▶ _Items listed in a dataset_
◆ ◆ ◆

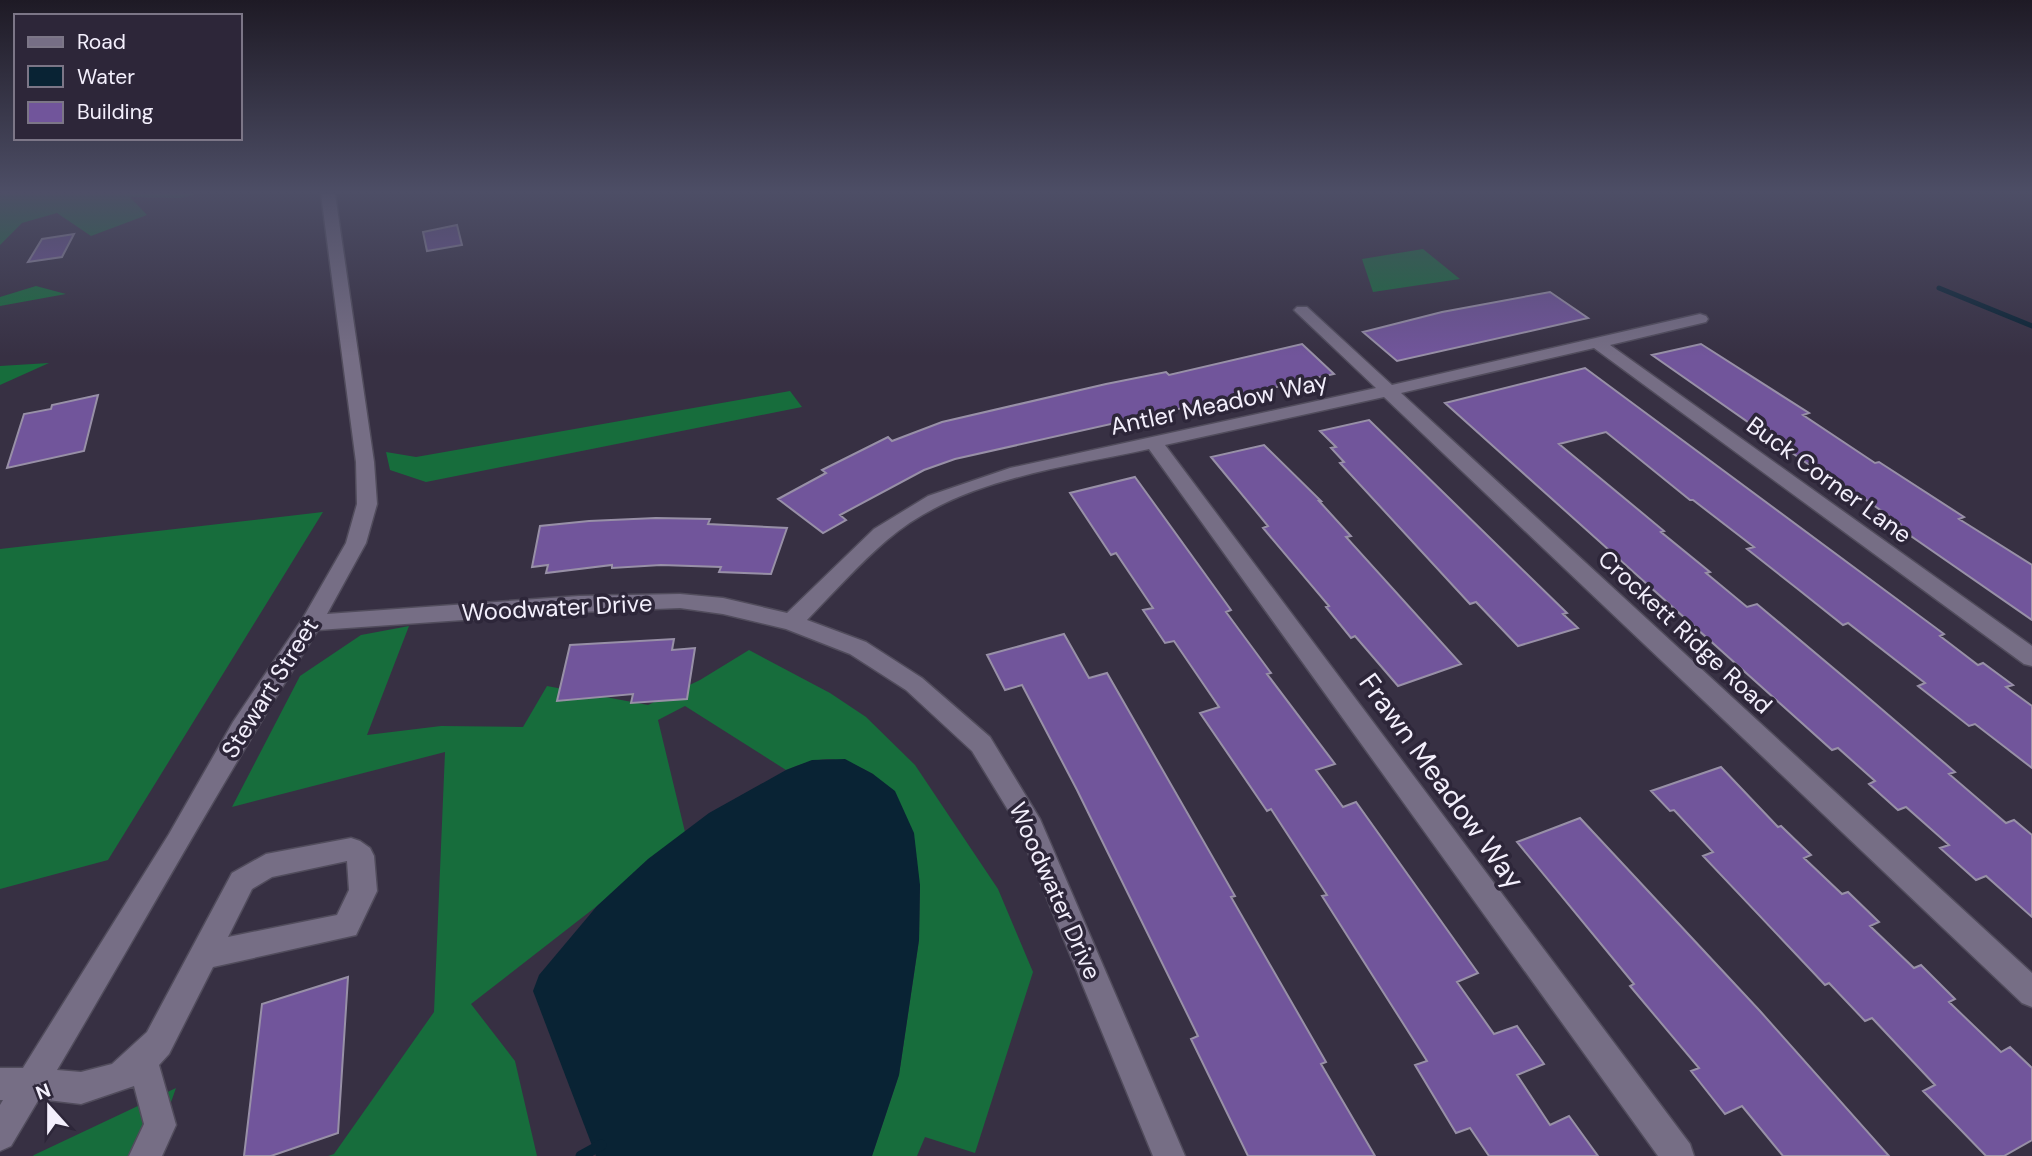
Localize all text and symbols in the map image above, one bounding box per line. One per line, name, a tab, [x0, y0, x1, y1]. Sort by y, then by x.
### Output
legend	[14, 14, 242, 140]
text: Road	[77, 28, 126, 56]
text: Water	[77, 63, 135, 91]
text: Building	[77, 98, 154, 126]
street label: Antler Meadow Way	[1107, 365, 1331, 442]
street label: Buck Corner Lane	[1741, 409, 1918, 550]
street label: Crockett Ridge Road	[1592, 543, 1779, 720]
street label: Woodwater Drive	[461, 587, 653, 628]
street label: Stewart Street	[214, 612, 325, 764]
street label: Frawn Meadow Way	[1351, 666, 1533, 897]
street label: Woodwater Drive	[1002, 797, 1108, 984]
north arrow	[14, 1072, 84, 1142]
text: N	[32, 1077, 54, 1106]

◆ ◆ ◆

▶ _Aim of the task_
Please retype the records above exactly, excluding every picture.

▶ _Response to the task_
Localize all text and symbols in the map image above, one bounding box per line. One per line, name, a tab, [x0, y0, x1, y1]. Sort by y, then by x.
### Output
legend	[14, 14, 242, 140]
text: Road	[77, 28, 126, 56]
text: Water	[77, 63, 135, 91]
text: Building	[77, 98, 154, 126]
street label: Antler Meadow Way	[1107, 365, 1331, 442]
street label: Buck Corner Lane	[1741, 409, 1918, 550]
street label: Crockett Ridge Road	[1592, 543, 1779, 720]
street label: Woodwater Drive	[461, 587, 653, 628]
street label: Stewart Street	[214, 612, 325, 764]
street label: Frawn Meadow Way	[1351, 666, 1533, 897]
street label: Woodwater Drive	[1002, 797, 1108, 984]
north arrow	[14, 1072, 84, 1142]
text: N	[32, 1077, 54, 1106]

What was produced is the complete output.